S’agissant, justement, de la répartition « recharge publique / privée » (privée incluant les recharges à domicile et en entreprise, entre autres), l’ONG estime que la recharge publique ne devrait pas, à l’échelle européenne, représenter plus de 30 % du total. Transport & Environnement précise au passage que le taux d’utilisation du réseau de recharge public devrait osciller, en Europe, entre 8,3 % (AC, 2h/j) et 12,5 % (DC, 3h/j). Enfin, la consommation d’énergie des nouveaux véhicules devrait être comprise entre 9 et 14,8 kWh/100 km.

En prenant en compte tous ces éléments, Transport & Environnement préconise l’installation de 3,3 à 4,8 millions de points de recharge en Europe d’ici 2030, et de 8,2 à 10,4 millions d’ici 2035 si l’objectif de fin de vente des véhicules thermiques fixé par la Commission Européenne dans le package « Fit for 55 » venait à se concrétiser. Ces chiffres sont beaucoup moins élevés que ceux des recommandations de l’ACEA (lien). Si l’on s’intéresse spécifiquement à la France (qui comptait 38 millions de véhicules légers – toutes énergies confondues – en circulation en 2018, soit 14 % du total de l’Union Européenne), il faudrait, selon les obligations de l’AFIR (Règlement sur les infrastructures pour carburant alternatif, qui a fixé des objectifs de puissance de recharge cumulée de 1 kW par véhicule 100 % électrique et de 0,66 kW par véhicule hybride rechargeable en circulation),

  • 257 000 points de recharge en 2025 ;
  • 428 000 points de recharge en 2027 ;
  • 836 000 points de recharge en 2030 ;
  • 1 830 000 points de recharge en 2035.

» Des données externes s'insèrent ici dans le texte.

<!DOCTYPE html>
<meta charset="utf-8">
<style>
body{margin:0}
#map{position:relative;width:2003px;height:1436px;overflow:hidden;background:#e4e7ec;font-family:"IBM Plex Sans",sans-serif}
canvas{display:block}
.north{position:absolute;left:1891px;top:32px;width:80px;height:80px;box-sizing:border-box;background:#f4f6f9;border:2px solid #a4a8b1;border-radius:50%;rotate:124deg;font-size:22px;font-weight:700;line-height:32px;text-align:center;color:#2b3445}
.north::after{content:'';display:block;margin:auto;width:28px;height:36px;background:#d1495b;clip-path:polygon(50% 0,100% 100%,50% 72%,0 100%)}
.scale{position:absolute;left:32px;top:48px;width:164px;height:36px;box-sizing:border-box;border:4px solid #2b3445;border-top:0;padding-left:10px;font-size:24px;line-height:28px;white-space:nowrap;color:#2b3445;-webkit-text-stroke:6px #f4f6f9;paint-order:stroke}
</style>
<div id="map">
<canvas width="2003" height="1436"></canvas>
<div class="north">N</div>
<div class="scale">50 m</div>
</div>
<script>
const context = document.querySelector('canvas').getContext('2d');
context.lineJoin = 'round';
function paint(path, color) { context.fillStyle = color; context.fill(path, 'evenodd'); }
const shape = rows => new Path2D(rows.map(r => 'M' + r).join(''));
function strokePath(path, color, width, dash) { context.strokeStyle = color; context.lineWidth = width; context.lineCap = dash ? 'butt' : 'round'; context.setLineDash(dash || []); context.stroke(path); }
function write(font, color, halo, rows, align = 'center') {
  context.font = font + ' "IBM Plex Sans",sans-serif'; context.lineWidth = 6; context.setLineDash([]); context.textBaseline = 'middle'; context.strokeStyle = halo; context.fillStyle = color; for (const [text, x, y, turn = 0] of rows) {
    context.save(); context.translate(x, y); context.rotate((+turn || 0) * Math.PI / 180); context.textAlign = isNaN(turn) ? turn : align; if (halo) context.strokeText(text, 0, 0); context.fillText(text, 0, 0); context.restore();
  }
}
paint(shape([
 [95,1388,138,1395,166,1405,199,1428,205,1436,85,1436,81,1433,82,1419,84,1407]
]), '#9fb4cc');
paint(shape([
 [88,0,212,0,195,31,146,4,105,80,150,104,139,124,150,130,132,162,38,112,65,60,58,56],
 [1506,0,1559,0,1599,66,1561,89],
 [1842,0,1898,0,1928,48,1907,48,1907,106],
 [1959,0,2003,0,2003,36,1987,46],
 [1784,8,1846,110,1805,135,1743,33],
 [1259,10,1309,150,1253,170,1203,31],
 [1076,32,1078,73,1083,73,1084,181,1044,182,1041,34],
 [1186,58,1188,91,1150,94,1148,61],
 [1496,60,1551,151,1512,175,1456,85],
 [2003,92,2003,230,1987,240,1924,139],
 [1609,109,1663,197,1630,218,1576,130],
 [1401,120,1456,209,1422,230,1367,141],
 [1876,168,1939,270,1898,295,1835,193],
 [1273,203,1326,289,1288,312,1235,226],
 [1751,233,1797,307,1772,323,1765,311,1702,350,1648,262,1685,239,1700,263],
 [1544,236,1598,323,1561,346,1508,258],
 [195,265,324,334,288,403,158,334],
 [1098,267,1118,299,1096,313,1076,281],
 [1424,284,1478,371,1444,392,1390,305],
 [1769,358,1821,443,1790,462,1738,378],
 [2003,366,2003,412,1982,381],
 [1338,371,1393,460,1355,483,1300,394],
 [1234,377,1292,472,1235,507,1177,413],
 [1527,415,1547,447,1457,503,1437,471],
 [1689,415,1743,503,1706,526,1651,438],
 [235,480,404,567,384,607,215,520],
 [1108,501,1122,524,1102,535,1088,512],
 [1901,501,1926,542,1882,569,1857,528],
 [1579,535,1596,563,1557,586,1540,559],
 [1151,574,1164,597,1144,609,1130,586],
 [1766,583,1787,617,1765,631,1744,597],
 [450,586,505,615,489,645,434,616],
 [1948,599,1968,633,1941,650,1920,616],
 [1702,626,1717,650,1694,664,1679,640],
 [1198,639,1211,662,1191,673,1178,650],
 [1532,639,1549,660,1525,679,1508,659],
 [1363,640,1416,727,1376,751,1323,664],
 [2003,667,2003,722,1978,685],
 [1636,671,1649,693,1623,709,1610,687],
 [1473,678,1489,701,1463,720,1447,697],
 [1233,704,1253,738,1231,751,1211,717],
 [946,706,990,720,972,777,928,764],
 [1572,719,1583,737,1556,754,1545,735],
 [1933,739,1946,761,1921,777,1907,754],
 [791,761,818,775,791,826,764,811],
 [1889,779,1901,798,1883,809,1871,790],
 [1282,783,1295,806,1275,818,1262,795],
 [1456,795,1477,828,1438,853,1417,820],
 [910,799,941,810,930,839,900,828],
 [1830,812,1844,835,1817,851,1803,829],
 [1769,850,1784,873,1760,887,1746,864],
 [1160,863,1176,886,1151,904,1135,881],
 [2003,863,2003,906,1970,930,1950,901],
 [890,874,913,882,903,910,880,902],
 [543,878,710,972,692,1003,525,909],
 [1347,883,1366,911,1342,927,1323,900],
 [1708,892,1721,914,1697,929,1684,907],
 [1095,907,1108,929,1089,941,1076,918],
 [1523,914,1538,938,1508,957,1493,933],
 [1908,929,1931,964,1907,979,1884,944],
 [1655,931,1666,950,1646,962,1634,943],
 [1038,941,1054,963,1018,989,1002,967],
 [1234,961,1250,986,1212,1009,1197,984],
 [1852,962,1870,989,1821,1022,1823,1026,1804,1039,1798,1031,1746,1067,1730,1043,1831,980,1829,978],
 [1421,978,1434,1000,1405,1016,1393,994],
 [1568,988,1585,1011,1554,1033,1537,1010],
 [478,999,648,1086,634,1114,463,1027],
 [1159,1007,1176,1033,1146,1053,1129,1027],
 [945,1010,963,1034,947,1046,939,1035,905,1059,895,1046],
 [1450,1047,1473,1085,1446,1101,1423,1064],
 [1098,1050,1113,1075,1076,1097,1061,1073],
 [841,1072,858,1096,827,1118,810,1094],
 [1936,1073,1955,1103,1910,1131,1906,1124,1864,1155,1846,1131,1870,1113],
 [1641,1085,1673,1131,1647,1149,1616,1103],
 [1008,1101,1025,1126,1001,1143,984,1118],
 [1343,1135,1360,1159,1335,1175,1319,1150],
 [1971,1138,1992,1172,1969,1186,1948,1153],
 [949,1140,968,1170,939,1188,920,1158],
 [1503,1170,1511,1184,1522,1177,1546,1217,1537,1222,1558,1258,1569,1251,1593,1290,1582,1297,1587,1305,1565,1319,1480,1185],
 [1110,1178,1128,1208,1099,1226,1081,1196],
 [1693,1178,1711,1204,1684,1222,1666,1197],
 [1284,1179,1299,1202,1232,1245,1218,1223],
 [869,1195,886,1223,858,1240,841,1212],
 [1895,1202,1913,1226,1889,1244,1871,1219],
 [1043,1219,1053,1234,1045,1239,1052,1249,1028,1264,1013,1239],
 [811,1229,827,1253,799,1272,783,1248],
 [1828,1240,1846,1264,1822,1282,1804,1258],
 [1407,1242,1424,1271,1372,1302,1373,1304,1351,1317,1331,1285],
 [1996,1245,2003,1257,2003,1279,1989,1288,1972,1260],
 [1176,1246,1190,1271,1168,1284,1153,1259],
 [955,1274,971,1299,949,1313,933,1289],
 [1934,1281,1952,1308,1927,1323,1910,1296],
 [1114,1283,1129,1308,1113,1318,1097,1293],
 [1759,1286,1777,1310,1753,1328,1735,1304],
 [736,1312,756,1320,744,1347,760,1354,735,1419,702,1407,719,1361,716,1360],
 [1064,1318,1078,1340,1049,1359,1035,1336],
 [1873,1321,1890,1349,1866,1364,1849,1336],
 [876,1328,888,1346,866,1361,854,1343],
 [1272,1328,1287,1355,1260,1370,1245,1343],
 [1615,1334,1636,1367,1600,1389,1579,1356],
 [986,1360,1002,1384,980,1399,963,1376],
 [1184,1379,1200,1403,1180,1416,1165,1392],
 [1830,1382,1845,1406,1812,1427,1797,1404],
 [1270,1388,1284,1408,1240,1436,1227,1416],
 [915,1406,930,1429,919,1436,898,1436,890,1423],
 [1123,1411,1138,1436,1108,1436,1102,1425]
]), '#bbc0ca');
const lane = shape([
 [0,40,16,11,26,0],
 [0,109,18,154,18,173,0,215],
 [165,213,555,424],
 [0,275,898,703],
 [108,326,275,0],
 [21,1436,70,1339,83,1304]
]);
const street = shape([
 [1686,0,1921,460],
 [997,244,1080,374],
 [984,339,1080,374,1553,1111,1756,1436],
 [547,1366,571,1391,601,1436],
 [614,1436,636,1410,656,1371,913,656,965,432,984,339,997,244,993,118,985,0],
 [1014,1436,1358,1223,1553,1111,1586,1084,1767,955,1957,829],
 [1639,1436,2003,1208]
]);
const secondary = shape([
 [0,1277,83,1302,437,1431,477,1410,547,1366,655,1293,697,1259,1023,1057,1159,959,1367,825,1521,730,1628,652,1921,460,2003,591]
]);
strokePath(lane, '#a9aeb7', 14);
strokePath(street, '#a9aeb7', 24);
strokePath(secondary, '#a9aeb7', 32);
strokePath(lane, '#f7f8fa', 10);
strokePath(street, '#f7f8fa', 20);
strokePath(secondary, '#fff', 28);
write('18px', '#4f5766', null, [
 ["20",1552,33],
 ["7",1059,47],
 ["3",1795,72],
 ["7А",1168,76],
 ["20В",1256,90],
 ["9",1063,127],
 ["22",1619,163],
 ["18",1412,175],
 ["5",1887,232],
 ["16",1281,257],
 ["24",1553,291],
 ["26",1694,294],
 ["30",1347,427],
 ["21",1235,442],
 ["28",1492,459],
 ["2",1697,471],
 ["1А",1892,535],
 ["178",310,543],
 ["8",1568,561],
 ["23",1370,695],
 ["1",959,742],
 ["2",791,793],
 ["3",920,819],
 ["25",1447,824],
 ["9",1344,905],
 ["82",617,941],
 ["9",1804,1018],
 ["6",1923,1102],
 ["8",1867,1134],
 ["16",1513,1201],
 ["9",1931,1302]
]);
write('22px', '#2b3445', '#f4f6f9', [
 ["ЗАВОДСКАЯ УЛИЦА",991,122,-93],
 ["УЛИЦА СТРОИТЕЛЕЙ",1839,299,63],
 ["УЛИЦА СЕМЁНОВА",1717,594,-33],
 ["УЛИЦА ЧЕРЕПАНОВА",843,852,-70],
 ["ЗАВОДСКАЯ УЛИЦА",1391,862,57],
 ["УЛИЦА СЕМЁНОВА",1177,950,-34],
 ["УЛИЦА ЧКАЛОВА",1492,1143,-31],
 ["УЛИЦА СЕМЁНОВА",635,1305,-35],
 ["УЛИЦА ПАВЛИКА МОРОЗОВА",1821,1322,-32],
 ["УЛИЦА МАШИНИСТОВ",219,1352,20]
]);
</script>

Des objectifs différenciés selon la proportion de véhicules électriques immatriculés dans les Etats membres   

L’ONG préconise enfin des objectifs d’installation de points de recharge / de puissance électrique différenciés selon la part d’immatriculation des véhicules électriques au sein des Etats membres avec, toutefois, un minimum à « assurer » là où les VE sont très peu présents pour permettre la croissance du marché :

  • < 1% = 3 kW par véhicule électrique ;
  • Entre 1 et 2% = 2,5 kW ;
  • Entre 2 et 5% = 2 kW ;
  • Entre 5 et 7,5% = 1,5 kW ;
  • > 7,5% = 1 kW. 

Ainsi, selon Transport & Environnement, chaque Etat Membre devrait proposer un minimum d’infrastructures de recharge permettant d’avoir au moins 2% de VE en 2025, 5% en 2027 et 10% 2030.

L’étude complète est à retrouver à ce lien.

Équipement des bâtiments résidentiels

Les recommandations de Transport & Environnement :
Précabler les parcs de stationnement de tous les bâtiments résidentiels existants (au-dessus de 3 places) au plus tard en 2035 avec un objectif intermédiaire de 15% en 2027 et 30% en 2030. Pour les parkings publics : 2030 ;
Pour tous les bâtiments non résidentiels au-dessus de 10 places de parkings, au moins 15% devraient avoir installé un point de charge en 2030, 30% en 2025. Pour les nouveaux bâtiments non résidentiels et ceux qui sont concernés par d’importantes rénovations devraient avoir un point de charge tous les deux emplacements de stationnement minimum ;
Garantir un droit à la prise qui permettrait un temps d’attente entre la demande et l’installation de la borne de 3 mois maximum.